Shandy shook his head. “Nah. These con men never get rough. Give the hotel a break. Looks like hell, guys going through the lobby in handcuffs.”

“Yeah,” Jim said. He jerked his head at Bolton and Charlie. “All right, boys. Let’s go.”

They went out. I lit another cigarette and walked over to the window to stare out because I couldn’t look at her. I just couldn’t. We’d been so near to making it. If it had broken the other way...

“Mike,” she said behind me.

“I’m sorry, Cathy,” I said. I didn’t look around. Early-morning sunlight was golden in the street. I saw the three of them come out onto the sidewalk below me. The other two policemen weren’t anywhere in sight yet. The cop called Jim said something to Charlie and Bolton, and they walked over to a black Ford sedan parked at the curb. Bolton got in front, and Charlie got in the back seat. The cop went around and got in behind the wheel. I saw the exhaust fog in the chill air as the motor started.

And then the cop got out again. He came around the rear of the car and up on the sidewalk, apparently looking for the men from Headquarters. He must be stupid, I thought. It had become strangely silent behind me in the room now, but I still didn’t look around. I was fascinated with the idea of his going off and leaving Bolton in the front seat of the car with the motor running. Then it happened so fast I could hardly follow it. There was a scream of rubber, and the Ford leaped ahead into the street. It must have been doing forty-five by the time it passed the corner. The short cop ran a few steps after it, waving his arms and yelling. He could have saved his breath.

I heard something behind me, and turned. Cathy was sitting on the bed with the pile of bills in her lap, laughing at me. The cop called Shandy was laughing too.

There had been too much. I couldn’t absorb any more. I just stared at them as she counted out some bills and handed them to him. “Here’s his, too,” she said. “Five hundred each. And you can keep the guns.”

I sat down weakly and watched them. It could have been a play I was seeing. I didn’t seem to have any connection with it yet.

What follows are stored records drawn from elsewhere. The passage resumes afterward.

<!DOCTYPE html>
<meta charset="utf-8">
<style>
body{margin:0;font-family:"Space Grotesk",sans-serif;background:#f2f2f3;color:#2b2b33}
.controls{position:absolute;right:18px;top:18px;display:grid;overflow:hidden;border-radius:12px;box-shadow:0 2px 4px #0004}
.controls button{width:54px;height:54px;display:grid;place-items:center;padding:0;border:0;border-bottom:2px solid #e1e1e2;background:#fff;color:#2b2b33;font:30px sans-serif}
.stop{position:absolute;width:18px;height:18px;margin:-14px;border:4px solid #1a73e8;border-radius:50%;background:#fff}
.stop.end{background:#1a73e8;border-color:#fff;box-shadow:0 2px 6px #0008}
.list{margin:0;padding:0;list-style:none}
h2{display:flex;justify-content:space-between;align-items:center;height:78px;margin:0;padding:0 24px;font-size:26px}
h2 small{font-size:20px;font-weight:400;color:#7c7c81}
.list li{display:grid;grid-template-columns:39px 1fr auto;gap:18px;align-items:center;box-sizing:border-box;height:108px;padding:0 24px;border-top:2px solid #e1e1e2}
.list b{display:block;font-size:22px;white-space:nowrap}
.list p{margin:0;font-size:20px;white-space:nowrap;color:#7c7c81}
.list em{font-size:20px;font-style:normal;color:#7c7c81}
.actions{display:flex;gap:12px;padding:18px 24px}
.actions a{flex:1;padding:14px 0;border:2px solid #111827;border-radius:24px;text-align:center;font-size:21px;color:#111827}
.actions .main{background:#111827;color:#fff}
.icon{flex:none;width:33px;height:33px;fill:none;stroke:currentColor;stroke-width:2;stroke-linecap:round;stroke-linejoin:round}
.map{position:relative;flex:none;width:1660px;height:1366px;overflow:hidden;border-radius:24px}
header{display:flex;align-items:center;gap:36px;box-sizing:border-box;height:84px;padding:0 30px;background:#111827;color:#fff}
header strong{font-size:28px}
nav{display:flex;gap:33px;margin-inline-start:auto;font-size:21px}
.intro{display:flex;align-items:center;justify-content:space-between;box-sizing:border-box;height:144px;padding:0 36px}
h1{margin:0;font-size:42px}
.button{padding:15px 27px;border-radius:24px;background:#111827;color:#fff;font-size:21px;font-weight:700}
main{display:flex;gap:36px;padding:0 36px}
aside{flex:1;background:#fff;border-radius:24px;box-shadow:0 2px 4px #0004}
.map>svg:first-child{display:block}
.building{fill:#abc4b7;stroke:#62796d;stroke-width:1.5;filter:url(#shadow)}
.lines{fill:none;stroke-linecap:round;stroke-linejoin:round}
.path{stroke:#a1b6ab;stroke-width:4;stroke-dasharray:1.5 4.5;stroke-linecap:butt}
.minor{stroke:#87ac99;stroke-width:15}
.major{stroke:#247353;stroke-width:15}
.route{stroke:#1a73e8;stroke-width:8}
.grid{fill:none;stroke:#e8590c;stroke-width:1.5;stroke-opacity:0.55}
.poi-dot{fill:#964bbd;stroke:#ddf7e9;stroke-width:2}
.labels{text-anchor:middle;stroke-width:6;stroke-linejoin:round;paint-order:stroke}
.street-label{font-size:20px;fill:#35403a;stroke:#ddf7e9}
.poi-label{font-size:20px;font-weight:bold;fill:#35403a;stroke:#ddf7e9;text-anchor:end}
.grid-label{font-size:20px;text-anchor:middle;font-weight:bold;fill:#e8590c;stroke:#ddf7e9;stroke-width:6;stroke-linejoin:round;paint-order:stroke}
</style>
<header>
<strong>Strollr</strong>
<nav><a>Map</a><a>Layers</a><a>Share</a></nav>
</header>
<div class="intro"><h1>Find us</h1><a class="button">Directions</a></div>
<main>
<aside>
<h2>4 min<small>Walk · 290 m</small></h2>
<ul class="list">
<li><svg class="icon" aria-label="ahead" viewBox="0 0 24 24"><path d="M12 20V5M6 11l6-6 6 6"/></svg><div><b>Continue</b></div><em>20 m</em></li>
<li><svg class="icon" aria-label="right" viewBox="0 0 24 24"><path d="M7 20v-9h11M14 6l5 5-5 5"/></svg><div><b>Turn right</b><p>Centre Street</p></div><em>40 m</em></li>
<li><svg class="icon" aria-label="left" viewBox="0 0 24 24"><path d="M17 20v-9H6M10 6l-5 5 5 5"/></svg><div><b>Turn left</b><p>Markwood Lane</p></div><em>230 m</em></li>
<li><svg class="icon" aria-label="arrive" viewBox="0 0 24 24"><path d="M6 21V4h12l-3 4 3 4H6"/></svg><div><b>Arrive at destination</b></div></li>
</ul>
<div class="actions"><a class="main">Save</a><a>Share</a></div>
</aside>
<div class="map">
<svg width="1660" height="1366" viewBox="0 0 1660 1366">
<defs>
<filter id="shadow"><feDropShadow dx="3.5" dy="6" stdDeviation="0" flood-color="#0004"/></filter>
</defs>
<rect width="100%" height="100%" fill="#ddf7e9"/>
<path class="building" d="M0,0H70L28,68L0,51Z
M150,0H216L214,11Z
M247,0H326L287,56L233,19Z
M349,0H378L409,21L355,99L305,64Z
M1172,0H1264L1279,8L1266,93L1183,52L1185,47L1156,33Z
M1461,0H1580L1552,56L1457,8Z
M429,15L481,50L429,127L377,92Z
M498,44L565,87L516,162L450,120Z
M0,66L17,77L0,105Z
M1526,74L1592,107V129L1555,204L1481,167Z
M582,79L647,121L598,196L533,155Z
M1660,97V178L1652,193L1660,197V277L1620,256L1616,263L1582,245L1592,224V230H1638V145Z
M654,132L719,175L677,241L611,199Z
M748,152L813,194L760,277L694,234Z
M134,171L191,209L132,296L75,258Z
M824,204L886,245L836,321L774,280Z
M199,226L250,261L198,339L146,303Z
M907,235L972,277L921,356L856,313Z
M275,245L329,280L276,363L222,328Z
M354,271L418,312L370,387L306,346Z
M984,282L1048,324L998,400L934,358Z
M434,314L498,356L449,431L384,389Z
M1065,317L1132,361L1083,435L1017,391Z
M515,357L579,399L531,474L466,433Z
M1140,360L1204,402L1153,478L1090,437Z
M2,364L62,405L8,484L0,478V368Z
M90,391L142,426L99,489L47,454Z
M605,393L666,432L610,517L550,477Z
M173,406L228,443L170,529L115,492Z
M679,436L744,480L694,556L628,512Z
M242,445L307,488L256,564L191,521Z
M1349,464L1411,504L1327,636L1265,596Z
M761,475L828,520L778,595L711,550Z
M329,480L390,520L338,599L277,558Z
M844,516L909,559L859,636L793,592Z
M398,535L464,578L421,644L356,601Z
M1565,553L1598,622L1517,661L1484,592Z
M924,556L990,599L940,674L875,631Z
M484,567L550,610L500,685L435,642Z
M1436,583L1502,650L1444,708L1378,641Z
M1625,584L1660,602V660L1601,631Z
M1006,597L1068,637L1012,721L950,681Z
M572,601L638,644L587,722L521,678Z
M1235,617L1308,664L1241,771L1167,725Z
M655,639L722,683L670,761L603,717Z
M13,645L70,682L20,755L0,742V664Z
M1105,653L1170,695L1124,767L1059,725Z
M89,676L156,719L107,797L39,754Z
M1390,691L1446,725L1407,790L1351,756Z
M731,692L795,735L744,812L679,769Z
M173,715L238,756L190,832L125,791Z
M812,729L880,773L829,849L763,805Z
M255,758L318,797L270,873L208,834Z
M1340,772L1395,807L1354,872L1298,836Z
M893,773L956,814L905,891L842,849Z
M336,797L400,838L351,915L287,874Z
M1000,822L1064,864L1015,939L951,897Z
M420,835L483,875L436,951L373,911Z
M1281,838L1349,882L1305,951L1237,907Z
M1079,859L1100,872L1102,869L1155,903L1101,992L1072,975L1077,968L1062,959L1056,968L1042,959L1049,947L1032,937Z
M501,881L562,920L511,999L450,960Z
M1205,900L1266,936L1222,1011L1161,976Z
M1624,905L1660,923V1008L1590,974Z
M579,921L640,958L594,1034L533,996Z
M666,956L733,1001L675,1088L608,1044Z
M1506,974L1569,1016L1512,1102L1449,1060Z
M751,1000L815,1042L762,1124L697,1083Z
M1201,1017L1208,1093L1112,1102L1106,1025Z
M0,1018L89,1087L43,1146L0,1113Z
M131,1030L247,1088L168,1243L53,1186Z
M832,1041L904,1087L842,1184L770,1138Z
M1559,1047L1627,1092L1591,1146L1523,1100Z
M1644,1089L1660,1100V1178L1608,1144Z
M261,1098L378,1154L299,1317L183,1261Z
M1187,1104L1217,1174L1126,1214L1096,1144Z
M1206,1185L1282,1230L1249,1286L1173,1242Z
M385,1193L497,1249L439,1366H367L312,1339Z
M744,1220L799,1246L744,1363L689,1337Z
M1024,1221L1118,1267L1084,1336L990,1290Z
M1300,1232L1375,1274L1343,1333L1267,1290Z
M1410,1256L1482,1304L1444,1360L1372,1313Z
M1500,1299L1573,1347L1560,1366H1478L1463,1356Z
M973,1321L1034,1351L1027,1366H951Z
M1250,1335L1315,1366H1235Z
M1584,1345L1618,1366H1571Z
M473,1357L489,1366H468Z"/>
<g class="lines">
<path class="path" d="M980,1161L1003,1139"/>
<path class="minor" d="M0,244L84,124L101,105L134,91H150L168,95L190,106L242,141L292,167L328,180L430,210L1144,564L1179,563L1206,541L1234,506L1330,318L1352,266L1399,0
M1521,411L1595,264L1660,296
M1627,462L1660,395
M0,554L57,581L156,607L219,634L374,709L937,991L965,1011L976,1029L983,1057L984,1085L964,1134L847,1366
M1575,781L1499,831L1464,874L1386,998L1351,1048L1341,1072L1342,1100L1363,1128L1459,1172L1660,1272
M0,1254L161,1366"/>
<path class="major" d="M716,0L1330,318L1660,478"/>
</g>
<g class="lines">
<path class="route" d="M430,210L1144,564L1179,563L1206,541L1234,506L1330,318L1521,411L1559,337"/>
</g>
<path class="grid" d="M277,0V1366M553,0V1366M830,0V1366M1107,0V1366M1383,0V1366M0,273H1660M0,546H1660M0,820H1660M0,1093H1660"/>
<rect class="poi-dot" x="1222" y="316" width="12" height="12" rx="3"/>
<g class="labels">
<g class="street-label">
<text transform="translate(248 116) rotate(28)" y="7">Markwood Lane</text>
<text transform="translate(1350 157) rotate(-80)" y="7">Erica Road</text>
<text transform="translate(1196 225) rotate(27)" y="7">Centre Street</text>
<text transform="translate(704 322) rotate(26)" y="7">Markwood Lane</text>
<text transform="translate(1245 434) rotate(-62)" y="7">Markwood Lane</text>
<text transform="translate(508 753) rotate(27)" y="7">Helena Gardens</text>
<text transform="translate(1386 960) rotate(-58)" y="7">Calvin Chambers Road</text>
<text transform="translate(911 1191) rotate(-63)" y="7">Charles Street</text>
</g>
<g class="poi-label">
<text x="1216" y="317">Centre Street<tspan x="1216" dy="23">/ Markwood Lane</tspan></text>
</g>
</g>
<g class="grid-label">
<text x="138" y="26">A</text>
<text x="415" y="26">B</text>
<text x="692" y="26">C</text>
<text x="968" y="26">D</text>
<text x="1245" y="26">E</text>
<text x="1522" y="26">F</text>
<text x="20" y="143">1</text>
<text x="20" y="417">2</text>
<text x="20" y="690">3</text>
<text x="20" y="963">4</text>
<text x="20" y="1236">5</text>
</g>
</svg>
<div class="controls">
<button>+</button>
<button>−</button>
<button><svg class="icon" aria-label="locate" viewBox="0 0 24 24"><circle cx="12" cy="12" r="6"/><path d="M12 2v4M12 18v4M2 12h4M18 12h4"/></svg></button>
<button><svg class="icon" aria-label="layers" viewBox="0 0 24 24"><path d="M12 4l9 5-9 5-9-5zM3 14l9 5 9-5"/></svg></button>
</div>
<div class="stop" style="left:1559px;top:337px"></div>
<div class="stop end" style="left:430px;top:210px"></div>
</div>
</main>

He quit laughing and was looking at the money a little hungrily. “That’s a lot of dough, Red,” he said. “Mebbe we ought to have a bigger slice.”

She quit laughing too, and the brown eyes became very cold. “You know what you’ll get a bigger slice of if you try to squeeze me,” she said. “Impersonating an officer is a penitentiary offense.”

“You wouldn’t dare.”

“Wouldn’t I?”

He looked at her again, and must have seen the answer. “O.K., O.K. Don’t strip your gears. I’ll see you around.”

He was out the door by the time I’d digested what she had said about impersonating an officer. But he had called the station! I’d seen him and heard him. It hit me then. How stupid could you get? He’d had his back to us, and it was the simplest thing in the world to hold the other hand on the hook.

I was beginning to get up to date at last. Charlie and Bolton hadn’t double-crossed me at all. She just hadn’t come by to pick me up because she had other things to do. She couldn’t be bothered. She was too busy cooking up this act to double-cross them and take all the money. I could get out from under any way I could. I thought of the whole night in that boxcar sick with worry over what had happened to her.

She smiled. “I’m sorry I had to scare you like that, Mike, but...”

I got up off the chair and walked over to her. The whole room was going around in a dark whirlpool of rage. I reached down a hand and caught the front of her fur coat and yanked her up. I pulled her toward me and she looked at my face and tried to cry out. I opened my mouth, but there were no words. I threw her back across the bed with money scattering everywhere, and went out and slammed the door.